Observationally, there are sources of interest in the Clouds that we have directly confirmed to be neutron stars. For example, SN 1987A, the supernova notably also detected in neutrinos, has a central object that we now strongly believe to be a neutron star powering a pulsar wind nebula (Greco et al. 2021) and lies in the LMC. The LMC pulsar PSR J0540-6919 was detected in 1984 (Seward et al. 1984) and subsequently found to be extremely bright in gamma rays (Ackermann et al. 2015) - not that the Clouds are lacking in radio or gamma-ray pulsars (Ridley et al. 2015, Yang et al. 2017). In the radio, the pulsars can all be detected by standard pulsar surveying techniques - observe the source, fold the data at various of trial periods and see if you can find a periodic signal.

Another way to look for these compact objects is to observe x-ray binaries, which have a normal star and a compact object orbiting each other. Mass transfer to the compact object leads to x-ray emission, and you can try to use the flux and spectral properties to determine whether that compact object is a black hole or a neutron star (Lazzarini et al. 2019). Again, there are no shortage of such systems in the LMC or SMC and many probable black hole candidates.

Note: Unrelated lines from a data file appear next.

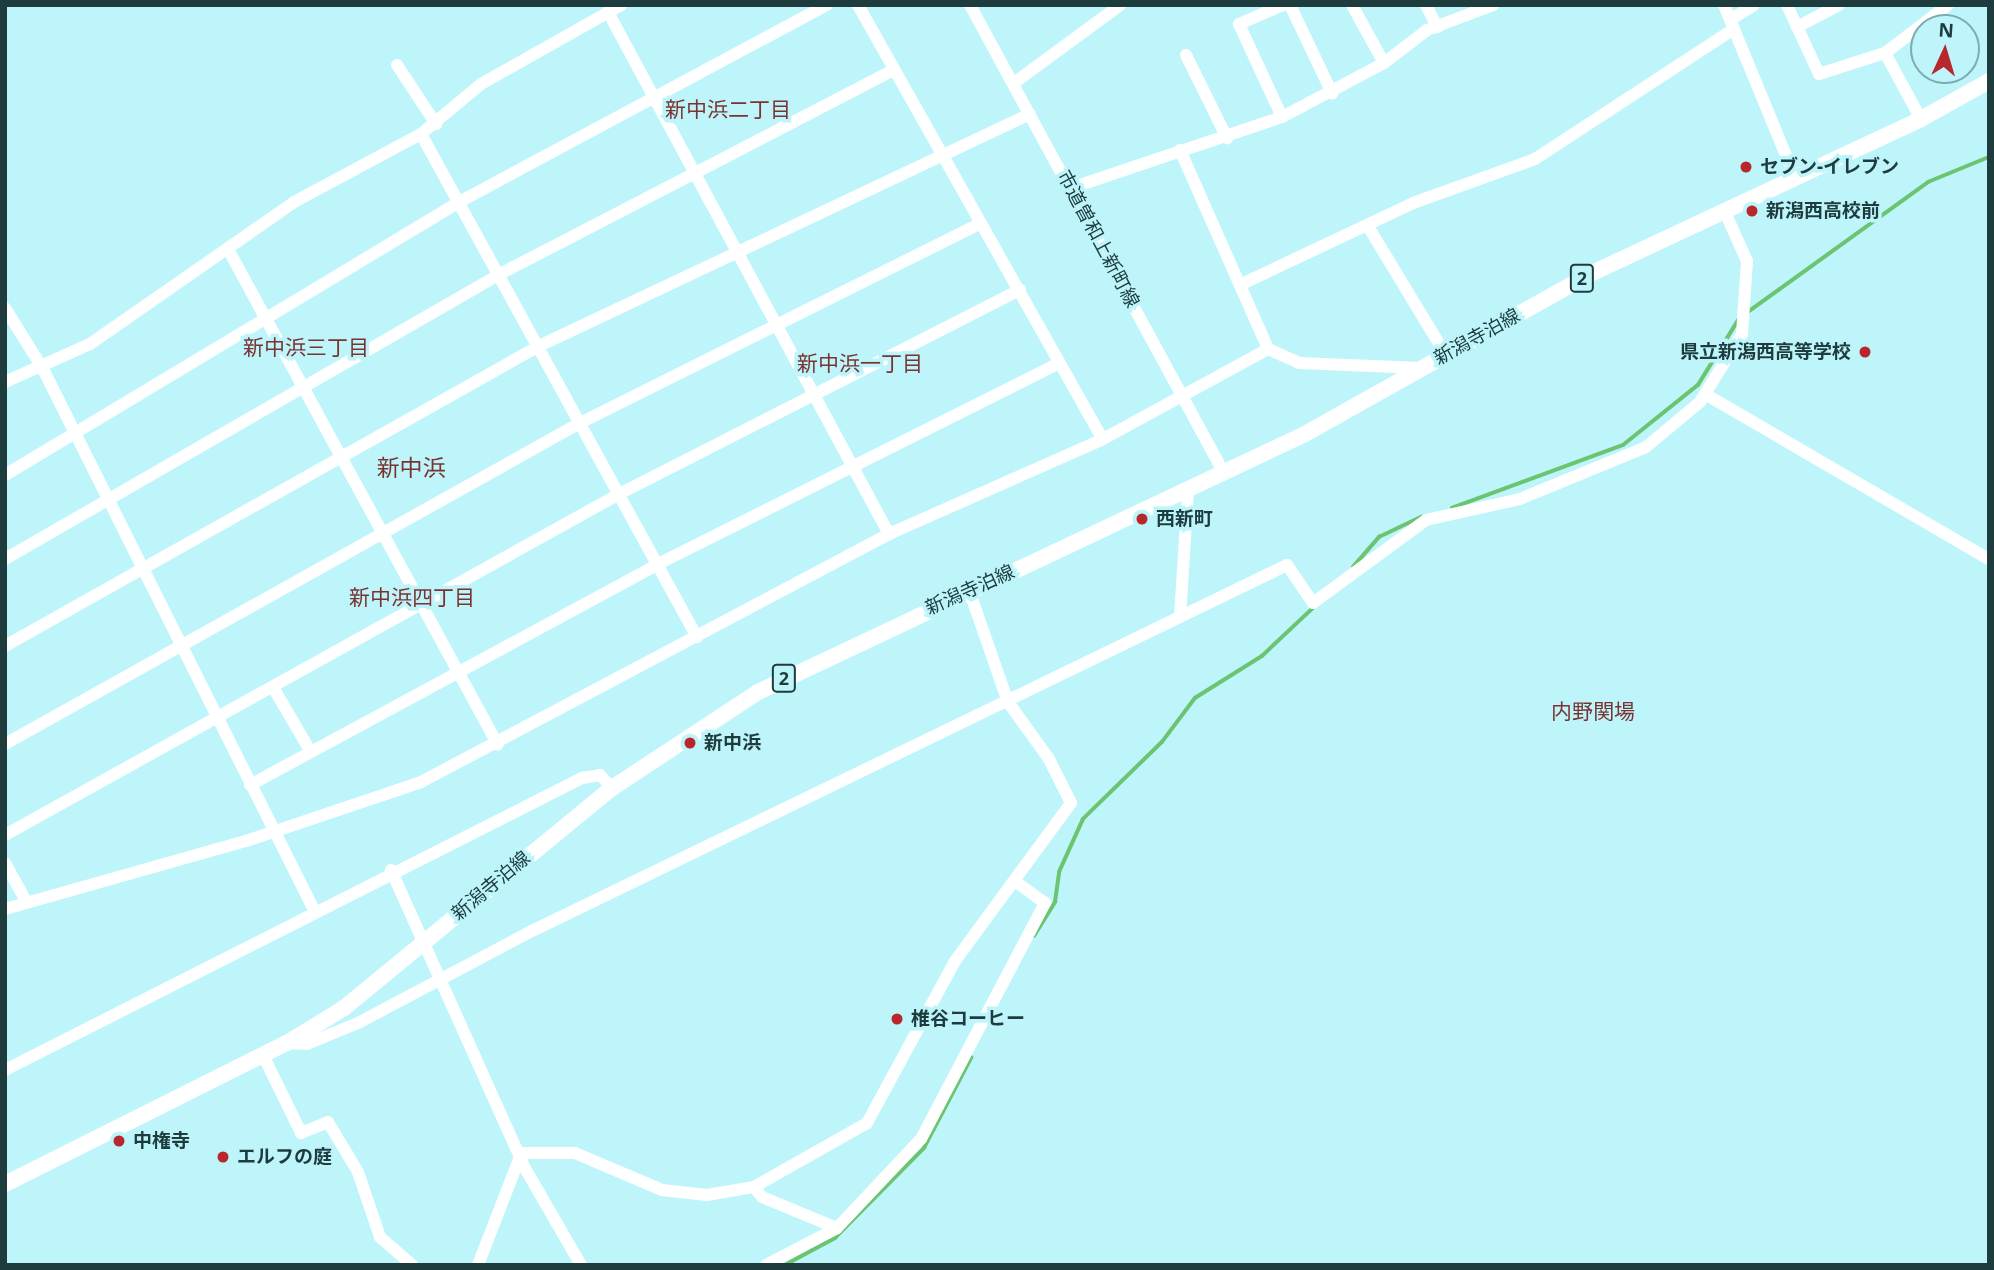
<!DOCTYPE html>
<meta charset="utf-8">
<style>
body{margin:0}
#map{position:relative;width:1994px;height:1270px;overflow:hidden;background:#bdf5fb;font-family:"Open Sans","Noto Sans JP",sans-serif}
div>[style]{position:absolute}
.stream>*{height:3.5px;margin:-1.75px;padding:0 1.75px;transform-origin:1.75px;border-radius:1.75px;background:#6bc470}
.minor>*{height:12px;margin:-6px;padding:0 6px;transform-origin:6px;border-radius:6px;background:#fff}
.major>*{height:16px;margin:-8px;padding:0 8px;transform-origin:8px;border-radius:8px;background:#fff}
.dots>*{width:19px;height:19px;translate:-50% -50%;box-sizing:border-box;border:4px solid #bdf5fb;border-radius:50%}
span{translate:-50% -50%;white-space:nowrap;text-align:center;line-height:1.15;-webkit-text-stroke:7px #bdf5fb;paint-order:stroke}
.shield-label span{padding:2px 5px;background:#bdf5fb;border:2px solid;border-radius:5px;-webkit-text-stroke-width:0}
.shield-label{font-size:18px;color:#1e3b3e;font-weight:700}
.poi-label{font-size:19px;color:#1e3b3e;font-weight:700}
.left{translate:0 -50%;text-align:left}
.right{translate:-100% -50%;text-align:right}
.street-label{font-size:19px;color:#1e3b3e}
.neighbourhood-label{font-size:21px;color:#7a3330}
.quarter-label{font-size:23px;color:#7a3330}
.frame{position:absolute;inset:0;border:7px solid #1e3b3e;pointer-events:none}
.north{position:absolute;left:1910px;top:14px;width:70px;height:70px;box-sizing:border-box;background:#bdf5fb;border:2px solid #7dabaf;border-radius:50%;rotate:4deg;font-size:19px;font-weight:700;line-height:28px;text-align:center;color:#1e3b3e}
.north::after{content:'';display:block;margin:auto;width:24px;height:32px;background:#b7272b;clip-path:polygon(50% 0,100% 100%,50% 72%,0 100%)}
</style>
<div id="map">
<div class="stream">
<i style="left:1748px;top:312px;width:222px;rotate:-35.8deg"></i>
<i style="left:1928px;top:182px;width:66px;rotate:-22.3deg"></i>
<i style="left:1452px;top:508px;width:182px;rotate:-20.2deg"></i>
<i style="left:1623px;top:445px;width:96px;rotate:-38.7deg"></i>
<i style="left:1698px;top:385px;width:78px;rotate:-58.2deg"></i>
<i style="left:1353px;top:567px;width:40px;rotate:-49deg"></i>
<i style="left:1379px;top:537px;width:47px;rotate:-25.5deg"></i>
<i style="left:1034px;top:936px;width:40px;rotate:-58deg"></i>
<i style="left:1055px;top:902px;width:30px;rotate:-82deg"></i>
<i style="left:1059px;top:872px;width:58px;rotate:-65.6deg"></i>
<i style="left:1083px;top:819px;width:110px;rotate:-44.3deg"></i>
<i style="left:1162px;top:742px;width:55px;rotate:-53.1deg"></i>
<i style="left:1195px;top:698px;width:79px;rotate:-32.1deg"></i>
<i style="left:1262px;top:656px;width:70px;rotate:-43.3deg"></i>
<i style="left:785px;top:1265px;width:57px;rotate:-28.4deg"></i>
<i style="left:835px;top:1238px;width:127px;rotate:-45.3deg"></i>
<i style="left:924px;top:1148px;width:102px;rotate:-62.4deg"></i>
</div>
<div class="minor">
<i style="left:858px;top:5px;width:498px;rotate:60.6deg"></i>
<i style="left:970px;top:5px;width:532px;rotate:61.51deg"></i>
<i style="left:1290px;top:5px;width:98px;rotate:64.5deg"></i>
<i style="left:1352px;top:5px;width:66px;rotate:61.1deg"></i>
<i style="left:1426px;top:5px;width:25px;rotate:63deg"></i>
<i style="left:1724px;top:5px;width:186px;rotate:67.6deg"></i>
<i style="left:1787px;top:5px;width:76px;rotate:65.1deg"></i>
<i style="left:1819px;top:74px;width:69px;rotate:-17.7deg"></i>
<i style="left:1885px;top:53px;width:79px;rotate:-37.3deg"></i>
<i style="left:608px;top:12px;width:593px;rotate:61.71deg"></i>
<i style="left:1730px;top:20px;width:28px;rotate:-32deg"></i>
<i style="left:1797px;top:27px;width:47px;rotate:-27.6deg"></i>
<i style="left:1885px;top:53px;width:75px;rotate:61.4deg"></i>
<i style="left:1186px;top:55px;width:93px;rotate:63.7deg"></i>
<i style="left:397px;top:65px;width:71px;rotate:56.5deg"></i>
<i style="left:1014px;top:83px;width:132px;rotate:-36.3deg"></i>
<i style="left:1282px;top:117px;width:102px;rotate:-114.8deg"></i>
<i style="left:1239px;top:24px;width:48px;rotate:-23.4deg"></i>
<i style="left:421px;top:134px;width:574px;rotate:61.25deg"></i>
<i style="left:1180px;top:150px;width:218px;rotate:66.1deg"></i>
<i style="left:1268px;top:349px;width:34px;rotate:24deg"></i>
<i style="left:1299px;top:363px;width:122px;rotate:2.3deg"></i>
<i style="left:1071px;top:188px;width:223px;rotate:-18.6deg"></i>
<i style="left:1282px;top:117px;width:115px;rotate:-27.9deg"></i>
<i style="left:1384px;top:63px;width:54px;rotate:-37.5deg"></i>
<i style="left:1427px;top:30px;width:71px;rotate:-20.7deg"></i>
<i style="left:1369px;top:228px;width:149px;rotate:58.8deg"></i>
<i style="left:229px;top:251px;width:562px;rotate:61.43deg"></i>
<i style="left:1244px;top:283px;width:187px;rotate:-25.3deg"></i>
<i style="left:1413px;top:203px;width:130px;rotate:-19.8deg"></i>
<i style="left:1535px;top:159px;width:238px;rotate:-33.2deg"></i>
<i style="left:5px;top:308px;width:72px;rotate:58.1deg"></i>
<i style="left:43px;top:369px;width:607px;rotate:63.39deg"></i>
<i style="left:5px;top:382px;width:93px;rotate:-24.1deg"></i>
<i style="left:90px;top:344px;width:249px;rotate:-34.8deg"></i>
<i style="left:294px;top:202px;width:144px;rotate:-28.2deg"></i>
<i style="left:421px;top:134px;width:78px;rotate:-39.8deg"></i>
<i style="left:481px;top:84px;width:161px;rotate:-29.4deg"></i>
<i style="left:1705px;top:394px;width:328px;rotate:30.2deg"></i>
<i style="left:5px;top:475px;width:532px;rotate:-31deg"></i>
<i style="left:461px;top:201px;width:415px;rotate:-28.2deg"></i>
<i style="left:5px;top:559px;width:571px;rotate:-29.93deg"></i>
<i style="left:500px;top:274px;width:444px;rotate:-27.4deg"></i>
<i style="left:1180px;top:617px;width:126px;rotate:-86.4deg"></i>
<i style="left:5px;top:646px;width:612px;rotate:-29.33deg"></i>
<i style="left:539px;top:346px;width:543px;rotate:-25.29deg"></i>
<i style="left:274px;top:689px;width:73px;rotate:59.6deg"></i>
<i style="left:5px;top:744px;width:659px;rotate:-29.17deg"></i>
<i style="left:580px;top:423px;width:448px;rotate:-26.5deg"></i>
<i style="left:250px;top:785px;width:464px;rotate:-28.4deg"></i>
<i style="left:658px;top:564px;width:449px;rotate:-26.6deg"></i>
<i style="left:5px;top:835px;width:705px;rotate:-29.04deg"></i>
<i style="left:621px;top:493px;width:448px;rotate:-27deg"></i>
<i style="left:5px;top:863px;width:43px;rotate:61.1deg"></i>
<i style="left:391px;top:870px;width:329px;rotate:65.8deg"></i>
<i style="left:526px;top:1170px;width:110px;rotate:59.9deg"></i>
<i style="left:5px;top:909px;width:250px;rotate:-15.8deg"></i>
<i style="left:246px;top:841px;width:185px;rotate:-18.6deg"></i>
<i style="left:421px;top:782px;width:530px;rotate:-27.92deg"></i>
<i style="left:889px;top:534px;width:234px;rotate:-23.9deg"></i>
<i style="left:1103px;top:439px;width:188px;rotate:-28.6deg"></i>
<i style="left:287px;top:1043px;width:20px;rotate:3deg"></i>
<i style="left:307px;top:1044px;width:55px;rotate:-22.4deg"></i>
<i style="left:358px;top:1023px;width:199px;rotate:-27.9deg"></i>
<i style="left:534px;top:930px;width:837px;rotate:-25.86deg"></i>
<i style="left:1287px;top:565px;width:46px;rotate:55.6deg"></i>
<i style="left:1313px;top:603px;width:140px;rotate:-36.3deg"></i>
<i style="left:1426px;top:520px;width:96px;rotate:-12.6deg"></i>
<i style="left:1520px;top:499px;width:136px;rotate:-22.4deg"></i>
<i style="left:1646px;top:447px;width:70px;rotate:-39.8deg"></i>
<i style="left:1700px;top:402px;width:80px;rotate:-58.3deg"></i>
<i style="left:1742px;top:334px;width:73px;rotate:-86.1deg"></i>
<i style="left:1747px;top:261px;width:56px;rotate:-114.3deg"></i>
<i style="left:263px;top:1055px;width:87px;rotate:64deg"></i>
<i style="left:301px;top:1133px;width:29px;rotate:-22deg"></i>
<i style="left:328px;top:1122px;width:58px;rotate:59deg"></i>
<i style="left:358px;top:1172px;width:69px;rotate:71.3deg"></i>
<i style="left:380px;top:1237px;width:43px;rotate:41.2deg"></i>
<i style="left:5px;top:1070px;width:647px;rotate:-26.84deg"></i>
<i style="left:582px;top:778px;width:18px;rotate:-9deg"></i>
<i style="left:600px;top:775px;width:18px;rotate:47deg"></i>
<i style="left:522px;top:1153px;width:53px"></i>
<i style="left:575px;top:1153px;width:95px;rotate:23deg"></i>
<i style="left:662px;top:1190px;width:45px;rotate:6.3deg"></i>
<i style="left:707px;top:1195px;width:48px;rotate:-9.7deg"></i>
<i style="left:754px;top:1187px;width:130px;rotate:-29.5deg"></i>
<i style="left:867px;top:1123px;width:184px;rotate:-61.5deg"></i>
<i style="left:955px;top:961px;width:196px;rotate:-53.7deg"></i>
<i style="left:1071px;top:803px;width:49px;rotate:-116.6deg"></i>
<i style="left:1049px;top:759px;width:70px;rotate:-125.7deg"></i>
<i style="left:1008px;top:702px;width:119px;rotate:-109.2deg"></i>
<i style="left:754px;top:1187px;width:13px;rotate:51deg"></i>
<i style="left:762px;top:1197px;width:81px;rotate:22.5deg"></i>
<i style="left:478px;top:1265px;width:119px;rotate:-68.8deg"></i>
<i style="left:766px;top:1265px;width:80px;rotate:-27.5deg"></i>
<i style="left:837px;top:1228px;width:122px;rotate:-46.7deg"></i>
<i style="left:921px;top:1139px;width:267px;rotate:-62.3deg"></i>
<i style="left:1045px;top:903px;width:34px;rotate:-144deg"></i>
</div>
<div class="major">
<i style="left:5px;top:1184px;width:315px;rotate:-26.6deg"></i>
<i style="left:287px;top:1043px;width:67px;rotate:-31.6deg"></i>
<i style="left:344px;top:1008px;width:347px;rotate:-39.4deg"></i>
<i style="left:612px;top:788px;width:175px;rotate:-33.3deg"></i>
<i style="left:758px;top:692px;width:605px;rotate:-25.25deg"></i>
<i style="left:1305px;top:434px;width:325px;rotate:-29.3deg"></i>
<i style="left:1588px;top:275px;width:368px;rotate:-25.1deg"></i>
<i style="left:1921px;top:119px;width:78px;rotate:-29.2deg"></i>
</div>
<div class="dots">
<i style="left:1746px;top:167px;background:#b7272b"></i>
<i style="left:1752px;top:211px;background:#b7272b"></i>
<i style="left:1865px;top:352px;background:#b7272b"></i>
<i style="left:1142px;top:519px;background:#b7272b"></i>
<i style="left:690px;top:743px;background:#b7272b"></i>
<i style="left:897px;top:1019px;background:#b7272b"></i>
<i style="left:119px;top:1141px;background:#b7272b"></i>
<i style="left:223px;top:1157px;background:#b7272b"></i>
</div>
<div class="shield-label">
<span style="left:1582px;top:278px">2</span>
<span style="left:784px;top:678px">2</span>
</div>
<div class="poi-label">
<span class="left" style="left:1760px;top:167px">セブン-イレブン</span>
<span class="left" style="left:1766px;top:211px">新潟西高校前</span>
<span class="right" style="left:1851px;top:352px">県立新潟西高等学校</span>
<span class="left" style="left:1156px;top:519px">西新町</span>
<span class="left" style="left:704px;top:743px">新中浜</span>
<span class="left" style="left:911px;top:1019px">椎谷コーヒー</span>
<span class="left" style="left:133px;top:1141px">中権寺</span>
<span class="left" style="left:237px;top:1157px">エルフの庭</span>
</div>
<div class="street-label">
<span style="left:1098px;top:239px;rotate:62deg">市道曽和上新町線</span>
<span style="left:1477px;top:337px;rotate:-29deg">新潟寺泊線</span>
<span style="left:970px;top:590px;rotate:-24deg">新潟寺泊線</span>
<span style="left:491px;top:886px;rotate:-40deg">新潟寺泊線</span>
</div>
<div class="neighbourhood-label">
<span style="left:728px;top:109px">新中浜二丁目</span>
<span style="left:306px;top:347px">新中浜三丁目</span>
<span style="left:860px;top:363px">新中浜一丁目</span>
<span style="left:412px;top:597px">新中浜四丁目</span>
<span style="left:1593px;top:711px">内野関場</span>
</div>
<div class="quarter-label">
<span style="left:411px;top:467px">新中浜</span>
</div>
<div class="frame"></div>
<div class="north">N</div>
</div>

There's also been plenty of interest in the search for an intermediate-mass black hole (IMBH) in the two galaxies, although I believe the evidence so far is indirect and far from conclusive. Some groups have claimed that particular hypervelocity stars originated in the Clouds and were ejected by an IMBH (Galandris & Zwart 2007, Erkal et al. 2019). It's also been suggested that the high velocity of the gas cloud CO-0.40-0.22 can be attributed to an encounter with an IMBH (Ballone et al. 2018), but this is disputed and again indirect.

The same rationale can be extended to the Milky Way's other satellite galaxies, although most are of course less massive and so we'd expect fewer compact objects. If we assume a reasonable Salpeter initial mass function, we find that about 0.26% of stars will produce neutron stars, and about 0.064% of stars will produce black holes. Even a group of only $\sim10000$ stars would be expected to produce half a dozen black holes and close to 30 neutron stars, and we would certainly expect satellite galaxies to produce that many stars over the course of their lives (and obviously many more than that!).

As a final note: I believe the total number of satellite galaxies of the Milky Way is much lower than "in the hundreds", particularly since the kinematics of many have not yet been well-enough established to confirm that they are in fact in orbit around the Milky Way.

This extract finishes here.